Outside the window, Mary’s lamb had joined in the snowball fight. It was launching devastating surprise attacks against the elves, using its snow white fleece as camo. (Alas for the elves, their colouration had come from out of space and was instantly noticeable on the albescent slopes.) Santa watched them play with a melancholic smile, but his voice was stern as he delivered his verdict.
“Send… the janitor.”
Arius did not argue. He bowed, and descended into the basement and the bowels of the earth, passing through cyclopean halls for what felt like an age until at last he saw before him a cleft in the rock, twisted in blasphemous patterns, and entered a small cavern.

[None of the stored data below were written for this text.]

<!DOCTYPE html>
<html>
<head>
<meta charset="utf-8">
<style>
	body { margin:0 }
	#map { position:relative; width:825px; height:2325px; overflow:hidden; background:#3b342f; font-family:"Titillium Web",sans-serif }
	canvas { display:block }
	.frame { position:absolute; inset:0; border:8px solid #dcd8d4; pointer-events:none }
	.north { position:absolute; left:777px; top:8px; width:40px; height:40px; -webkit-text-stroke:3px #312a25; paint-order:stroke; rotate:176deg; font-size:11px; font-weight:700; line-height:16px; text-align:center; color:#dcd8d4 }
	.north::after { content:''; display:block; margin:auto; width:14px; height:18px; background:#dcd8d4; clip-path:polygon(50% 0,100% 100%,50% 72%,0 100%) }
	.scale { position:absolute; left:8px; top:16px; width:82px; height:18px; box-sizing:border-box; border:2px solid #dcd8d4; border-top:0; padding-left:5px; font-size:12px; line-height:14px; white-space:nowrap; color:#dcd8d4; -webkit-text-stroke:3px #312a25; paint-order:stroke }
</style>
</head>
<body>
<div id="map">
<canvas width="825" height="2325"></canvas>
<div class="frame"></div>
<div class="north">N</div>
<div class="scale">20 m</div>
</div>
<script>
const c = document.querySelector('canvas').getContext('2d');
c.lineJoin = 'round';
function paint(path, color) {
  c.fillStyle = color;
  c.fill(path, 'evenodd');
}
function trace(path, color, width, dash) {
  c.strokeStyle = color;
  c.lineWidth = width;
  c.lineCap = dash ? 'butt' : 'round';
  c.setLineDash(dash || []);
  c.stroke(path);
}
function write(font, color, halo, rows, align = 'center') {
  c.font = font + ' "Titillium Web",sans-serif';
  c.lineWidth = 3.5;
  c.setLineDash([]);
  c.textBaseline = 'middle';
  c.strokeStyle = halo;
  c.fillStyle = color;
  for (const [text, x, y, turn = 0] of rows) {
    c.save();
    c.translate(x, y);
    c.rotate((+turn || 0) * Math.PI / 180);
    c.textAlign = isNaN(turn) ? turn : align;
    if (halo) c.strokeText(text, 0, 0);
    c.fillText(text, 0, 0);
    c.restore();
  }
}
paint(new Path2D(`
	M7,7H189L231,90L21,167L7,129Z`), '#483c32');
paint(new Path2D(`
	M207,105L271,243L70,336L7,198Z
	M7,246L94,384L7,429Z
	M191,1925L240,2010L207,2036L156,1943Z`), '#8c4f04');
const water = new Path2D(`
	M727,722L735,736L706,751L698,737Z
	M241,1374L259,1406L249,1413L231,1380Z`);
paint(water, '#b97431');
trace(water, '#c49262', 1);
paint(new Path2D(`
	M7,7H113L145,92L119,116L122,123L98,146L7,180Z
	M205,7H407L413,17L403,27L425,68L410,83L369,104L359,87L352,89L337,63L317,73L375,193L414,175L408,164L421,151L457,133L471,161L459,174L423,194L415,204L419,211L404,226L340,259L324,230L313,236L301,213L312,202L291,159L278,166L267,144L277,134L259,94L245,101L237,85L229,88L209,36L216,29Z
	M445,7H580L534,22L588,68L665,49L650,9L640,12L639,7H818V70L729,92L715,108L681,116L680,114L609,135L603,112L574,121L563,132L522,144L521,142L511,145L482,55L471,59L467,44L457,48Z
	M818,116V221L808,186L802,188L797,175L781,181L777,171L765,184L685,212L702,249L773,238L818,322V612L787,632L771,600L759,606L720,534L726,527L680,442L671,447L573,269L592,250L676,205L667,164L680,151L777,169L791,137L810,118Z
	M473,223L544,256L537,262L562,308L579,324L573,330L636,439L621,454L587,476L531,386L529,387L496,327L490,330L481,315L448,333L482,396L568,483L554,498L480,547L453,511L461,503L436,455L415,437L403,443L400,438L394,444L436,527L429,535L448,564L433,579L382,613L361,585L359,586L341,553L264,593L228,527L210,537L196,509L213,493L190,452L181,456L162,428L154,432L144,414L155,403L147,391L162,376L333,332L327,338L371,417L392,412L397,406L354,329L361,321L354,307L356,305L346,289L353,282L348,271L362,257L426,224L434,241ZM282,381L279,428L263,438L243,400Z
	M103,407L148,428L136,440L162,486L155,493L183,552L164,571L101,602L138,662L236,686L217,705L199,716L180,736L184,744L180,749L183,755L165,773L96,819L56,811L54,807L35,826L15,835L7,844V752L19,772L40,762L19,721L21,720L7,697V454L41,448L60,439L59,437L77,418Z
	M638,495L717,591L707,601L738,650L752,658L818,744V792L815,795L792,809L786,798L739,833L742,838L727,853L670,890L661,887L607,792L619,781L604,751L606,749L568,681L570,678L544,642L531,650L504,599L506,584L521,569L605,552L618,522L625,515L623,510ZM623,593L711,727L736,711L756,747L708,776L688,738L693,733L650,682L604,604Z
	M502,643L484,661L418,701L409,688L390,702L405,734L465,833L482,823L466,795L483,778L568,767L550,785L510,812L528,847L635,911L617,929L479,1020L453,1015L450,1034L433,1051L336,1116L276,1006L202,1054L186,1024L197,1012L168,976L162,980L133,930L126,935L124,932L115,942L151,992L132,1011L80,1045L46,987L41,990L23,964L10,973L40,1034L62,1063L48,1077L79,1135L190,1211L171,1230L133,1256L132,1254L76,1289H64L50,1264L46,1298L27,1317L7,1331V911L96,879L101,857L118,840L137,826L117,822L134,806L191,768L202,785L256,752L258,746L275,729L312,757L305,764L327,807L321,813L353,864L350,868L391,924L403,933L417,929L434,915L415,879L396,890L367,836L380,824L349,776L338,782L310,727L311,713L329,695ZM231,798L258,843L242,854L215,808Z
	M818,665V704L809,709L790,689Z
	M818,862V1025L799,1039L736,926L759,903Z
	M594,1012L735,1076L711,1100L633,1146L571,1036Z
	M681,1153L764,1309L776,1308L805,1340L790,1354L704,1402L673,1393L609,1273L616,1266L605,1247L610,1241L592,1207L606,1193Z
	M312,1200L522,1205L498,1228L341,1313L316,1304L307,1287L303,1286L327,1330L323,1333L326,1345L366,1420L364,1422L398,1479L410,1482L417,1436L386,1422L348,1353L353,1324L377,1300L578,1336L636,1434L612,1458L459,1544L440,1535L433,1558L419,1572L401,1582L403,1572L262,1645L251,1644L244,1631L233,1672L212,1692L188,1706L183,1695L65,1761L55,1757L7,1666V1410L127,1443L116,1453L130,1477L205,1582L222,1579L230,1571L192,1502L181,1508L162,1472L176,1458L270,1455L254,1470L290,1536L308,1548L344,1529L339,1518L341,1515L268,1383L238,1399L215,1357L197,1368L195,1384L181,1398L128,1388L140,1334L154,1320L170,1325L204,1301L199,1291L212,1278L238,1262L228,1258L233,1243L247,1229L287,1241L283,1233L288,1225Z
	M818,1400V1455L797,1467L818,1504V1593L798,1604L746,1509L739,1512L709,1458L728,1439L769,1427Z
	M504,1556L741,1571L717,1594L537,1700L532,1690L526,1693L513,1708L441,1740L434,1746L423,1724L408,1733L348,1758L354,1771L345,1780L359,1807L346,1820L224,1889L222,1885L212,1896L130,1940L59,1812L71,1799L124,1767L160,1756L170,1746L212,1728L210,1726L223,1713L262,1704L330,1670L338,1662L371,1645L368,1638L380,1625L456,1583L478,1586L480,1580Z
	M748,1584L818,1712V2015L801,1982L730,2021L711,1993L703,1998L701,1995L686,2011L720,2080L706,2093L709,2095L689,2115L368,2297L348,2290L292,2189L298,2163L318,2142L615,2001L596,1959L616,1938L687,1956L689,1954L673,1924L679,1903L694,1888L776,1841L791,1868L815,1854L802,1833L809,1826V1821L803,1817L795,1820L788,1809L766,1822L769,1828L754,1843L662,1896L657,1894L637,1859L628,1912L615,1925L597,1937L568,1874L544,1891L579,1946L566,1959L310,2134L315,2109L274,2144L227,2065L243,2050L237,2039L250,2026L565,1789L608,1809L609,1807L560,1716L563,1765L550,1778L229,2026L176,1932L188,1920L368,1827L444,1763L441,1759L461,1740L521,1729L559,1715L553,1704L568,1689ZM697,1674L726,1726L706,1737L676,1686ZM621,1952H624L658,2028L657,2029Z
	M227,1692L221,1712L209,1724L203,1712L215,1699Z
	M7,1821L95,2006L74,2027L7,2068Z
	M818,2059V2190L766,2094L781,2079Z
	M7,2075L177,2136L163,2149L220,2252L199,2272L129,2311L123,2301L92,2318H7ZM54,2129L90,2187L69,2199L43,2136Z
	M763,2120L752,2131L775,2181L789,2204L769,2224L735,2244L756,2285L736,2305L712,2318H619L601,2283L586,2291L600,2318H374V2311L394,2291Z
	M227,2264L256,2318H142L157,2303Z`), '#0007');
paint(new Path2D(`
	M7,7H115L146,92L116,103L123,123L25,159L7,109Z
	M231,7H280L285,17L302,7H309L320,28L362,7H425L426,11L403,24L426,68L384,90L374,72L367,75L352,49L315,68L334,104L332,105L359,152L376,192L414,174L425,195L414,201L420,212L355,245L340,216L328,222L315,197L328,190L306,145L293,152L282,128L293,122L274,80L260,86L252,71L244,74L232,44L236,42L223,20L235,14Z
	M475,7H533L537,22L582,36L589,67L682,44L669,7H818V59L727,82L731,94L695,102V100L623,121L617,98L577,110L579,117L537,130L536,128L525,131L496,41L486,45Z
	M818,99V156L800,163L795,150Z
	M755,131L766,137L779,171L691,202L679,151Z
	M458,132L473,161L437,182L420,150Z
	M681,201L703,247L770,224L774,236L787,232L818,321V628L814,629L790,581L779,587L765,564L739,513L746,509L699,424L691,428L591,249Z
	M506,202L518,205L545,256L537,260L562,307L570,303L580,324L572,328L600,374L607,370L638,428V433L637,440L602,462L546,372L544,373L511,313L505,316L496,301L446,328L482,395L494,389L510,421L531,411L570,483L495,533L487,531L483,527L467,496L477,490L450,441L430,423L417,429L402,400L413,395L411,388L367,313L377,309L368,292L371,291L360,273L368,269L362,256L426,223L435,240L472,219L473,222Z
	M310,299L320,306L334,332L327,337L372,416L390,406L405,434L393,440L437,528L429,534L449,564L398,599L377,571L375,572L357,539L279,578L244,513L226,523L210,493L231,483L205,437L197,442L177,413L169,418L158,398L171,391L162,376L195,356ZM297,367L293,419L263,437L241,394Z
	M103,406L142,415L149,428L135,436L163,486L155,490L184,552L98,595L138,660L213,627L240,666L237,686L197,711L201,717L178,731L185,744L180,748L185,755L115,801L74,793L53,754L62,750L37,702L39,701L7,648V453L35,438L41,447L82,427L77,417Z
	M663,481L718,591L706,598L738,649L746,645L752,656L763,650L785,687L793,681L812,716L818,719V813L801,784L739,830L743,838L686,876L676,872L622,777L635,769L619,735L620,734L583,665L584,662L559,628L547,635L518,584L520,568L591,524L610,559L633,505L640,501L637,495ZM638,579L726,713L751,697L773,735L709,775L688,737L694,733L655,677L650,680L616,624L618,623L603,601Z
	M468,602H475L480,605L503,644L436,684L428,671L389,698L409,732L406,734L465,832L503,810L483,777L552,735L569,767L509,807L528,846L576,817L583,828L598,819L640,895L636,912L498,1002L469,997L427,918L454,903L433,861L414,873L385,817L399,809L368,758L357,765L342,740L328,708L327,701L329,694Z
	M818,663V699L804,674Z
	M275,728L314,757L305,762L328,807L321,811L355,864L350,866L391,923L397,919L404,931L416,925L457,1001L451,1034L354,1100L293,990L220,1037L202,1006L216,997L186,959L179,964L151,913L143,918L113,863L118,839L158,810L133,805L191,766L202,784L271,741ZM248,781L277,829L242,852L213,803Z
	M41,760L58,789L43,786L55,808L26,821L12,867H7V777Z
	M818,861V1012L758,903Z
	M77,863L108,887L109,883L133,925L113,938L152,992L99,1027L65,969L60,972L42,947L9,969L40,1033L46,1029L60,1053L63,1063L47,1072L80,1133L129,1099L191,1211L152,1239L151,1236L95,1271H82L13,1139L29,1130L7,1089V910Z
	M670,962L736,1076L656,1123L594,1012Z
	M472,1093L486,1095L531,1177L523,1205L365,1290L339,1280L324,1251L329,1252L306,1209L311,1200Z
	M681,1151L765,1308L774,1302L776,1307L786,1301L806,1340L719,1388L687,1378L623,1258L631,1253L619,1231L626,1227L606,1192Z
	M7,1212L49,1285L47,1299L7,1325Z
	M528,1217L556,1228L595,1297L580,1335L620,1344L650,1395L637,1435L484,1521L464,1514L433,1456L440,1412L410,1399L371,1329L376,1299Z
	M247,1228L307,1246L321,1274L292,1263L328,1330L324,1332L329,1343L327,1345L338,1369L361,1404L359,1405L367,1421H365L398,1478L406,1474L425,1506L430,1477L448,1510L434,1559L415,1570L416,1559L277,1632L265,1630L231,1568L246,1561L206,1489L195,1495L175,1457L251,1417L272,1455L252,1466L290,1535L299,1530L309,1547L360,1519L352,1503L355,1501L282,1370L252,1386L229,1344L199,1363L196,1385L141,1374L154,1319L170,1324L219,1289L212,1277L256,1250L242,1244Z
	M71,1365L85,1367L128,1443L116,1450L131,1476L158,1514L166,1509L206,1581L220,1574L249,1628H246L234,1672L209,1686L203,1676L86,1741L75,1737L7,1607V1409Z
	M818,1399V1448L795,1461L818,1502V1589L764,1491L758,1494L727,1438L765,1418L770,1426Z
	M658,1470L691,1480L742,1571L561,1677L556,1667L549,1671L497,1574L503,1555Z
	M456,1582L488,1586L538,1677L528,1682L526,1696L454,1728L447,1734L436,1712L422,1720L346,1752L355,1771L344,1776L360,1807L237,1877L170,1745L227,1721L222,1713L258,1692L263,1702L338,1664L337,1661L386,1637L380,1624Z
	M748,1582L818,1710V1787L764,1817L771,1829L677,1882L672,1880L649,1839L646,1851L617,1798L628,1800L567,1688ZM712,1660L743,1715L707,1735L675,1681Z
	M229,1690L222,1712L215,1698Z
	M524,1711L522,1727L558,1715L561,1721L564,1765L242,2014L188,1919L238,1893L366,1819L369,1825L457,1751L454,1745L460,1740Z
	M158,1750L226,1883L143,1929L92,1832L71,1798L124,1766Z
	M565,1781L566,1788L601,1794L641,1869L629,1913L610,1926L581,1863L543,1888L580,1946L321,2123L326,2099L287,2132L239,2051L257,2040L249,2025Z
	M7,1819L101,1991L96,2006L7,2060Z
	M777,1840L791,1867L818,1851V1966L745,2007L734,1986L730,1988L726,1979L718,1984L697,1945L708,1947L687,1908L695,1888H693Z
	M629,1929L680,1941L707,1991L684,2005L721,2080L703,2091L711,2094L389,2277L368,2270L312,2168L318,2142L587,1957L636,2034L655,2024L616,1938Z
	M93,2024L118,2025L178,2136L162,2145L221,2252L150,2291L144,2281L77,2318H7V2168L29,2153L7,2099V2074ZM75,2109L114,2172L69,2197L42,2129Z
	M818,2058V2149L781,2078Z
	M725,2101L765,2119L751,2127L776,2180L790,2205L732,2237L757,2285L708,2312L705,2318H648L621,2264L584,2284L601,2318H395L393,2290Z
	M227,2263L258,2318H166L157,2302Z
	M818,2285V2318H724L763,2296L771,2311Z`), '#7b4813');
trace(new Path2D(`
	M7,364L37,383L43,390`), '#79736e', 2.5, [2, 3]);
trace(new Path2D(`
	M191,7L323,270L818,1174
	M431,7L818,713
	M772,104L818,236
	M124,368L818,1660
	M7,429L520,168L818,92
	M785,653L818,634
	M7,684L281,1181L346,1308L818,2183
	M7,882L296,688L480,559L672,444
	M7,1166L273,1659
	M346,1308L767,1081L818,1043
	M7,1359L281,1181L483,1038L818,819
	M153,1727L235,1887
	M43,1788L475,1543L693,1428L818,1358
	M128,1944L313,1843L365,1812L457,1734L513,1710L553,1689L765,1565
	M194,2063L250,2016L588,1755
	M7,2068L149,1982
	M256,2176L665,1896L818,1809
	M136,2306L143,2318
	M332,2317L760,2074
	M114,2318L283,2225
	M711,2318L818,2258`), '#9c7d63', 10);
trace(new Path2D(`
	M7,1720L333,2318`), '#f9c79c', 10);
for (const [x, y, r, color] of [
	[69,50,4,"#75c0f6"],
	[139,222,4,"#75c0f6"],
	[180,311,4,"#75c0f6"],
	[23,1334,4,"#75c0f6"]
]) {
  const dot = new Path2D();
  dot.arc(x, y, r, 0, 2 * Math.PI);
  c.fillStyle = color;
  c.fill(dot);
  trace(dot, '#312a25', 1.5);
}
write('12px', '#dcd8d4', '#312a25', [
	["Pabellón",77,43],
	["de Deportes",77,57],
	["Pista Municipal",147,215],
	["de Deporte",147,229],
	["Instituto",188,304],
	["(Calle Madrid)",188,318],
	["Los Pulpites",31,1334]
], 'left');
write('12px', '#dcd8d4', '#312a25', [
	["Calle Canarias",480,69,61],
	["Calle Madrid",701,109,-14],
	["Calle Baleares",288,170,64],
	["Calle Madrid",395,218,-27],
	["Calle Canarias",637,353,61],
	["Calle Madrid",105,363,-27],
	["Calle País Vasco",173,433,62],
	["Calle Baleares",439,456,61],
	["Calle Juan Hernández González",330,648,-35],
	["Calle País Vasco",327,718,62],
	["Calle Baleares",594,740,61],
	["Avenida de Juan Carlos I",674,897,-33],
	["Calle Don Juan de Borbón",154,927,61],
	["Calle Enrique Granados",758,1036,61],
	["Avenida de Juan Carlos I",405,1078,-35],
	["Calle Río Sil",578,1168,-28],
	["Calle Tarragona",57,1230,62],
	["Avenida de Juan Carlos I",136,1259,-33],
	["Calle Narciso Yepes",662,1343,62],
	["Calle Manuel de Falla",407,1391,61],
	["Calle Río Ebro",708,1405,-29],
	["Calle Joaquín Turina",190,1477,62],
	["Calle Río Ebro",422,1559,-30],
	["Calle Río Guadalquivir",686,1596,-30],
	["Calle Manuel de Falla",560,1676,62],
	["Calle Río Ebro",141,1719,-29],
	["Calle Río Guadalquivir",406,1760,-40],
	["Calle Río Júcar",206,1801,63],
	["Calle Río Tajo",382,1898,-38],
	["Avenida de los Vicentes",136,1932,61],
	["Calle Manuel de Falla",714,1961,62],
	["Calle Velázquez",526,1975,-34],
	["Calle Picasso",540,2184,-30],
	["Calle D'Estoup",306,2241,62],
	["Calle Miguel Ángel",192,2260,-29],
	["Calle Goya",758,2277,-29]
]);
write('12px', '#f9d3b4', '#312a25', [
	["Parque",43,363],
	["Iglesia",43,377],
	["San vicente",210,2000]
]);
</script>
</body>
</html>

The scent of cleaning vinegar and monstrosities older than time assailed his nostrils, and Arius adjusted his robe as he stepped over non-euclidean brooms. (His robes were black, and - tragically - made not of silk but of warm and thick cotton. Evidently nobody had told him to dress appropriately to the genre.)
Something shuddered in the caliginous gloom, lumbering up from its desk to face him. “For what have you called me?”
"Santa has need of you."
There was a clatter, and the click of chitinous joints.
"Has Rudolph gotten into the moonshine again?"
Arius snorted, and explained what had happened. When he finished there was a wobbling, as if the thing was trying to shake its head.
"Alas, that the Christmas cookies should be targeted like that."
"I think it is more likely that the workshop was targeted, and the cookies merely ended up in the crossfire."
A long, thin pretarsus with three wicked claws reached out for Arius, and patted him on the shoulder.
"You just don't appreciate the magic of your mother's cooking."
Arius said nothing. The janitor was wrong about the assault, but he was correct that Arius couldn't appreciate the magic of his mother's cooking - he didn't know alchemy, after all.
The darkness paused, considering, and then-
"So what would you have me do?"
Arius' reply was perfunctory: "Clean up the mess."